# My first website



## Lol999 (Apr 20, 2006)

Hi folks, just finished first website containing my work. I know it needs more images and they will come, but here it is anyway. All comments are welcome, and sign the guestbook if you like! The address is http://www.17minutes.co.uk

Cheers, Lol


----------



## bethany138 (Apr 20, 2006)

Hi,  I really enjoyed your site. I love the stories that go with the pictures.  Very well done.  

On the technical side -

Maybe a banner at the top with your site name - maybe a photo in it.. on each page... they are kind of bland.

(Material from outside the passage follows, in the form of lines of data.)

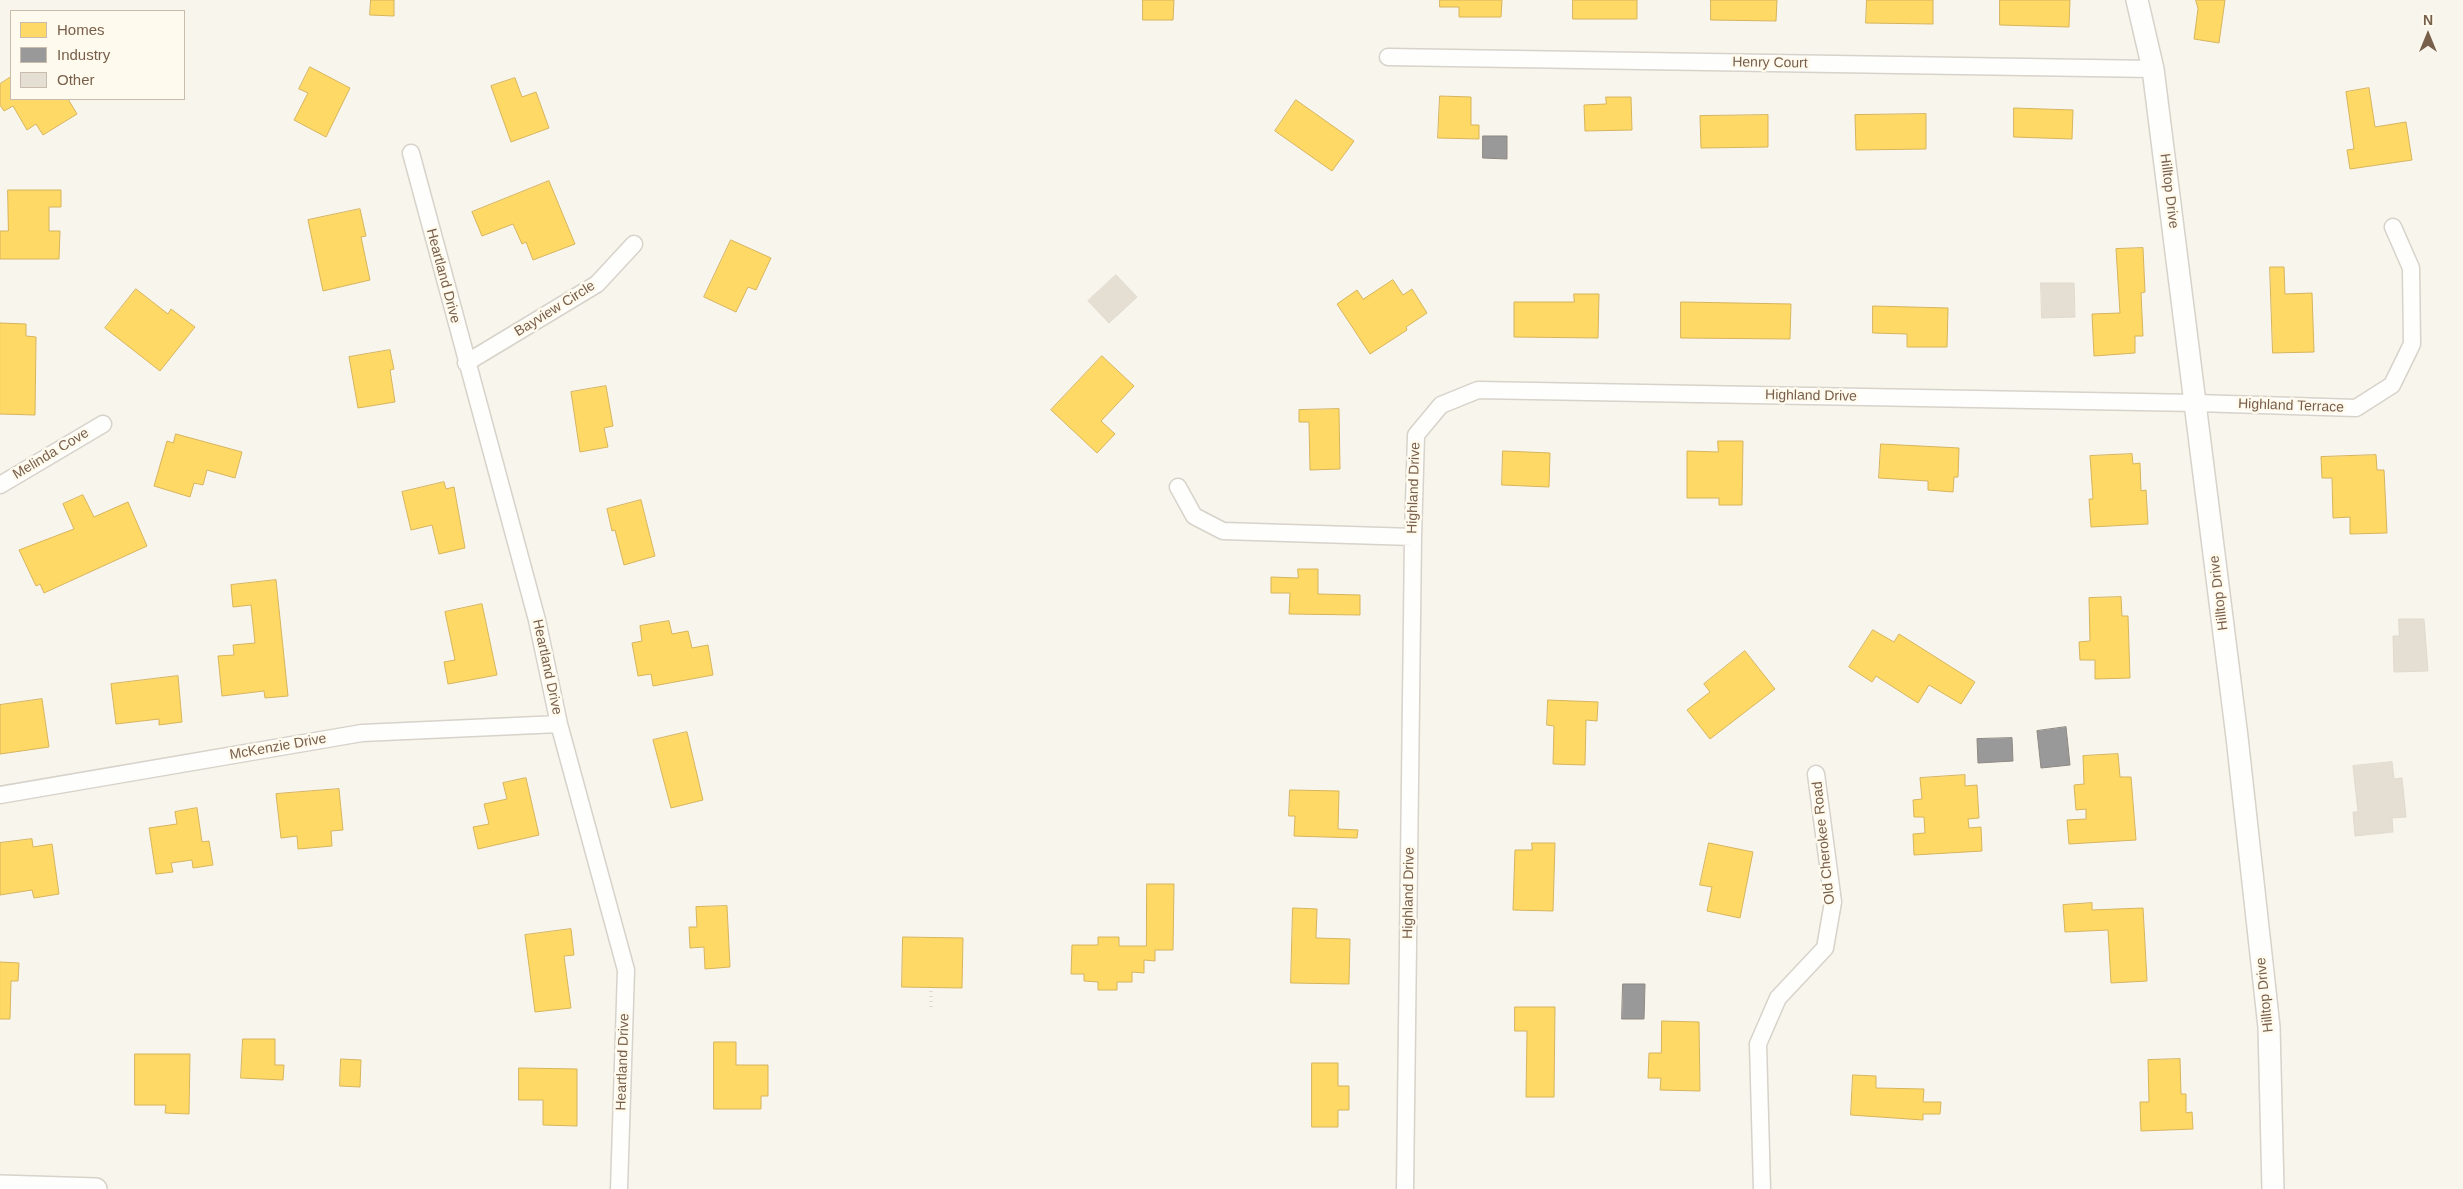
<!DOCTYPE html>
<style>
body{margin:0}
#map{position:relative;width:2463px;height:1189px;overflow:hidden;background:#f8f5ec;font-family:Arial,sans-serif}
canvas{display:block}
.legend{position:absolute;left:10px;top:10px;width:175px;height:90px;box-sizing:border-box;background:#fffaee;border:1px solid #c9bcac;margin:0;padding:6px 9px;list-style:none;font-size:15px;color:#785f4a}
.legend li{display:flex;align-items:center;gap:10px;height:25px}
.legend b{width:25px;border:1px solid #c9bcac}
.north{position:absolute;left:2403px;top:10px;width:50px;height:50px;-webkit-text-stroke:4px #fffaee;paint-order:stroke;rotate:0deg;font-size:14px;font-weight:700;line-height:20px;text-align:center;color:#785f4a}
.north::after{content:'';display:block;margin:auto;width:18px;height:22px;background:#785f4a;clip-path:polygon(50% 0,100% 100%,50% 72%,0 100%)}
</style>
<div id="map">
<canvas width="2463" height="1189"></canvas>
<ul class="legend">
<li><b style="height:14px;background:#ffd966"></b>Homes</li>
<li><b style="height:14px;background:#999"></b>Industry</li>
<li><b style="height:14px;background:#e5ded3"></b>Other</li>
</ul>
<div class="north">N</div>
</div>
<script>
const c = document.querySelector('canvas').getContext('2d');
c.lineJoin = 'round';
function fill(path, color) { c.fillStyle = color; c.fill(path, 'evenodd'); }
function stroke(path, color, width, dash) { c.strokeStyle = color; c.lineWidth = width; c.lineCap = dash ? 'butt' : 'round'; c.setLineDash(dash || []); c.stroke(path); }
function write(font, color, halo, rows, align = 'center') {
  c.font = font + ' Arial,sans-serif'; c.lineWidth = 5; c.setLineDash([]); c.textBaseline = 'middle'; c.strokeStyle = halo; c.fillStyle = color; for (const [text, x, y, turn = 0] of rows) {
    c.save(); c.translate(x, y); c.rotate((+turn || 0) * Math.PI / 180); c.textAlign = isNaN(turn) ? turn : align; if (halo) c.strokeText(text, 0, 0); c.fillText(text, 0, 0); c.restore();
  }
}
const homes = new Path2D(`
 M371 0H394V16L370 15Z
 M1143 0H1174L1173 20H1143Z
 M1440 0H1502L1501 17H1459V7H1440Z
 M1573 0H1637V19H1573Z
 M1711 0H1777L1776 21 1711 20Z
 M1867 0H1933V24L1866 23Z
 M2000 0H2070L2069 27 2000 25Z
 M2196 0H2225L2219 43 2194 39 2198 9Z
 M310 67 350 88 326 137 294 120 308 93 299 89Z
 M11 77V99H68L77 114 43 135 36 124 27 130 13 106 4 111 0 105V84Z
 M515 78 522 97 536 92 549 128 511 142 491 86Z
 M2369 88 2375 127 2406 122 2412 160 2350 169 2347 150 2354 149 2346 92Z
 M1440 96 1471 97V125H1479V139L1438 138Z
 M1606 97H1631L1632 130 1585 131 1584 105 1606 104Z
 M1296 100 1354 141 1332 171 1275 131Z
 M2014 108 2073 110 2072 139 2014 137Z
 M1926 114V149L1856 150 1855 115Z
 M1768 115V147L1701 148 1700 116Z
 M549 181 575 244 533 260 526 242 522 244 513 224 482 236 472 212Z
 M8 190H61V207H49V231H60L59 259H0V231H8Z
 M360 209 366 236 361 237 370 280 323 291 308 220Z
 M731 240 771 258 756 290 748 287 736 312 704 297Z
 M2143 248 2145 292 2141 293 2143 336H2135V353L2094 356 2092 314 2120 313 2116 249Z
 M2270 267H2284L2285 294 2312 293 2314 352 2273 353Z
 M1393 280 1403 295 1412 289 1427 313 1406 327 1407 330 1370 354 1337 304 1357 290 1363 299Z
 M136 289 168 314 171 309 195 327 160 371 105 328Z
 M1574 294H1599L1598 338 1514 337V302H1574Z
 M1681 302 1791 304 1790 339 1681 338Z
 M1873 306 1948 308 1947 347H1907V334L1873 333Z
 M0 323 26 324V336L36 337 35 415 0 414Z
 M390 350 394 369 390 370 395 402 358 408 349 357Z
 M1102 356 1134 386 1101 421 1115 434 1097 453 1051 410Z
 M606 386 613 426 604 428 608 447 580 452 571 392Z
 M1339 409 1340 469 1310 470 1309 422H1299V410Z
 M176 434 242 452 235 478 207 470 203 485 194 483 190 497 154 486 167 441 173 443Z
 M1718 441H1743L1742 505H1719V498H1687V451L1718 452Z
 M1881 444 1959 448 1958 477H1954L1953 492 1928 490V481L1879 478Z
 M1503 451 1550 453 1549 487 1502 485Z
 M2132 454 2133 464 2140 463 2141 491 2146 490 2148 524 2091 527 2089 499H2093L2090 456Z
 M2376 455 2377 470H2384L2387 533 2350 534V517L2333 518 2332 478H2322L2321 457Z
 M444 482 446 489 454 487 465 548 439 554 432 525 411 530 402 492Z
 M83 495 94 517 128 502 147 546 44 593 40 584 36 586 19 550 74 529 63 504Z
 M641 500 655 556 624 565 615 530 612 531 607 509Z
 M1298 569H1318V594L1360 595V615L1289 614 1290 593H1271V577L1298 578Z
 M276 580 288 696 265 698 264 691 222 696 218 656 234 655 233 645 255 643 251 605 233 607 231 585Z
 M2121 597 2122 616H2128L2130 678 2095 679V660H2080L2079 642 2090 641 2089 598Z
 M482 604 497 675 448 684 444 662 455 660 445 612Z
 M669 621 672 634 688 631 692 648 708 645 713 675 653 686 651 674 638 676 632 643 642 641 640 626Z
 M1873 630 1894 642 1899 634 1975 682 1961 704 1929 685 1918 703 1876 676 1872 682 1849 667Z
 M1745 651 1775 689 1710 739 1687 710 1710 692 1704 684Z
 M178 676 182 722 159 725V719L116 724 111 684Z
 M42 699 49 747 0 754V705Z
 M1548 700 1598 702 1597 721 1586 720 1585 765 1553 764 1554 726 1547 725Z
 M687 732 703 800 671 808 653 740Z
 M2118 754 2120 777H2131L2136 840 2069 844 2067 820 2086 819V809L2076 810 2074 785 2084 784 2083 756Z
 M1965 775V786L1977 785 1979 818 1968 819 1969 828 1981 827 1982 851 1914 855 1913 834 1925 833 1924 817H1914L1913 800 1922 799 1920 778Z
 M526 778 539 835 478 849 473 827 489 824 484 804 507 799 503 783Z
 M339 789 343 830 331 831 332 846 298 849 297 836 281 838 276 794Z
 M1290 790 1339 791 1338 829 1358 830 1357 838 1294 836 1295 816H1289Z
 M197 808 202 842 209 841 213 865 193 868 192 860 171 863 173 872 156 874 149 828 177 824 175 812Z
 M32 839 33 847 52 844 59 894 34 898 32 890 0 895V843Z
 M1532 843H1555L1553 911 1513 910 1515 850H1532Z
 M1709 843 1753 852 1740 918 1707 911 1712 887 1700 885Z
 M1147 884H1174L1173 950H1155V961L1144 960V973L1132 972V982H1117V990H1098V982L1084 981V974H1071L1072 945H1098V937H1119V946H1146Z
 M2092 903V910L2143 908 2147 981 2111 983 2108 930 2065 932 2063 905Z
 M727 906 730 967 705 969 704 947 690 948 689 927H697L696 907Z
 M1293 908 1317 909 1316 938 1350 939 1349 984 1291 983Z
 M571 929 574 955 564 956 571 1008 535 1012 525 935Z
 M903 937 963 938 962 988 902 987Z
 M0 962 19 963 18 981H11L10 1019H0Z
 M1515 1007H1555L1554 1097H1526L1527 1031H1515Z
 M1662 1021 1699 1022 1700 1091 1660 1090 1661 1078H1648L1649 1053H1661Z
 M243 1039H275V1065H284L283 1080 241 1078Z
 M714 1042H736V1065H768V1096H761V1109H714Z
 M135 1054H190L189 1114 165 1113 166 1105H135Z
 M341 1059 361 1060 360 1087 340 1086Z
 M2180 1059 2181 1094H2186V1113L2192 1112 2193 1129 2141 1131 2140 1102H2149L2148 1060Z
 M1312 1063H1338V1086H1349V1110H1338V1127H1312Z
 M519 1068 577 1069V1126L543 1125V1100H519Z
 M1853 1075 1876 1076V1088L1924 1089 1923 1102H1941L1940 1114H1923V1120L1851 1115Z`);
const industry = new Path2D(`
 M1483 136H1507V159L1483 158Z
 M2066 727 2070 765 2041 768 2037 731Z
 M2012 738 2013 761 1978 763 1977 739Z
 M1623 984H1645L1644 1019H1622Z`);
const building = new Path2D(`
 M1116 275 1137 297 1109 323 1088 301Z
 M2041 283H2074L2075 317 2042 318Z
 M2399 619H2424L2428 671 2394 672 2393 636H2399Z
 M2392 762 2394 779 2402 778 2406 817 2392 818 2393 832 2355 836 2353 812H2358L2353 766Z`);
const path = new Path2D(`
 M931 1007V989`);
const minor = new Path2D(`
 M1388 57 2153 69
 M411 153 537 620 559 724 626 970 619 1189
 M466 363 597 284 634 244
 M0 485 103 424
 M1178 487 1194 516 1223 531 1413 537
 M0 795 362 733 559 724
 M1405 1189 1413 537 1416 435 1441 405 1478 390 2196 403 2356 408 2392 385 2412 344 2411 268 2393 227
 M1762 1189 1758 1044 1778 998 1825 948 1833 902 1816 774`);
const tertiary = new Path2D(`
 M2137 0 2153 69 2237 737 2269 1027 2273 1189
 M0 1186 96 1189`);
const streetNames = [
 ["Henry Court",1770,63,1],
 ["Hilltop Drive",2169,191,83],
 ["Heartland Drive",443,276,75],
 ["Bayview Circle",555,309,-32],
 ["Highland Drive",1811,396,1],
 ["Highland Terrace",2291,406,2],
 ["Melinda Cove",51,454,-31],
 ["Highland Drive",1414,488,-88],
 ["Hilltop Drive",2219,593,-97],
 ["Heartland Drive",547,667,78],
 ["McKenzie Drive",278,747,-10],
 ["Old Cherokee Road",1824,843,-96],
 ["Highland Drive",1409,893,-89],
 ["Hilltop Drive",2265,995,-96],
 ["Heartland Drive",623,1062,-88]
];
fill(homes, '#ffd966');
stroke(homes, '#d6b45e', 1);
fill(industry, '#999');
stroke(industry, '#8f8881', 1);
fill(building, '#e5ded3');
stroke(building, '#e1d9ce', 1);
stroke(minor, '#d7d2ca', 19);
stroke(tertiary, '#d7d2ca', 24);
stroke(path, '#dad5ce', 3, [1, 4]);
stroke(minor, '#fefefc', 16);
stroke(tertiary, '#fefefc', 21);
write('14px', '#785f4a', '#fffaee', streetNames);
</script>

A "next" button in the galleries, it gets kind of annoying going back to the main page each time.

Well done though!

b


----------



## Lol999 (Apr 20, 2006)

Thanks. I put a piece at the bottom of each page with the site title on. I guess there's different potentiual ways to navigate through the pictures but i chose to do each one as a separate "story". I guess as I get more pictures and the site evolves the design might undergo an overhaul.

Cheers, Lol


----------



## Lol999 (May 10, 2006)

Just an update folks. After much sweat and tears I now have a database driven gallery feature on my site and a load more photos. The guestbook is down at the moment as I have moved hosts but have a look anyway. All comments regarding site or photos are welcome.

Cheers, Lol


----------



## j_mcquillen (May 10, 2006)

Nice photos and the design is good... but I'd be a bit put off by the legal disclaimer... "You have no rights, so tough" is basically how it comes across... a bit aggressive. I'm sure there's a better way to word it, but still get the info across.


----------



## Lol999 (May 10, 2006)

I think I'd had a rough encounter with a photo subject that day so was feeiling a little "bullish". I'll perhaps tone it down a little sometime:mrgreen: 

Lol


----------



## jemmy (May 15, 2006)

How beautiful... i nearly cried.  Good on you for doing what you do.... you're sadly so right in that these pics may be the only proof of their existence.  You sound like a very special person!  Keep up the good work... the world needs more of you xx  PS...  The story about steven made me laugh mid-cry.... how gorgeous xx  Sorry,  was too moved by the content to critique the actual site LOL


----------



## Lol999 (May 15, 2006)

It's very kind of you to say, I just feel strongly about certain things. i guess it's just me own little soapbox!

Cheers, Lol


----------



## bethany138 (May 15, 2006)

Yes..much better.  the banner at the bottom helps tie the site together.  I don't remember if you had the gallery link on the individual photos before, if not.. works as a next button.  Great site!


----------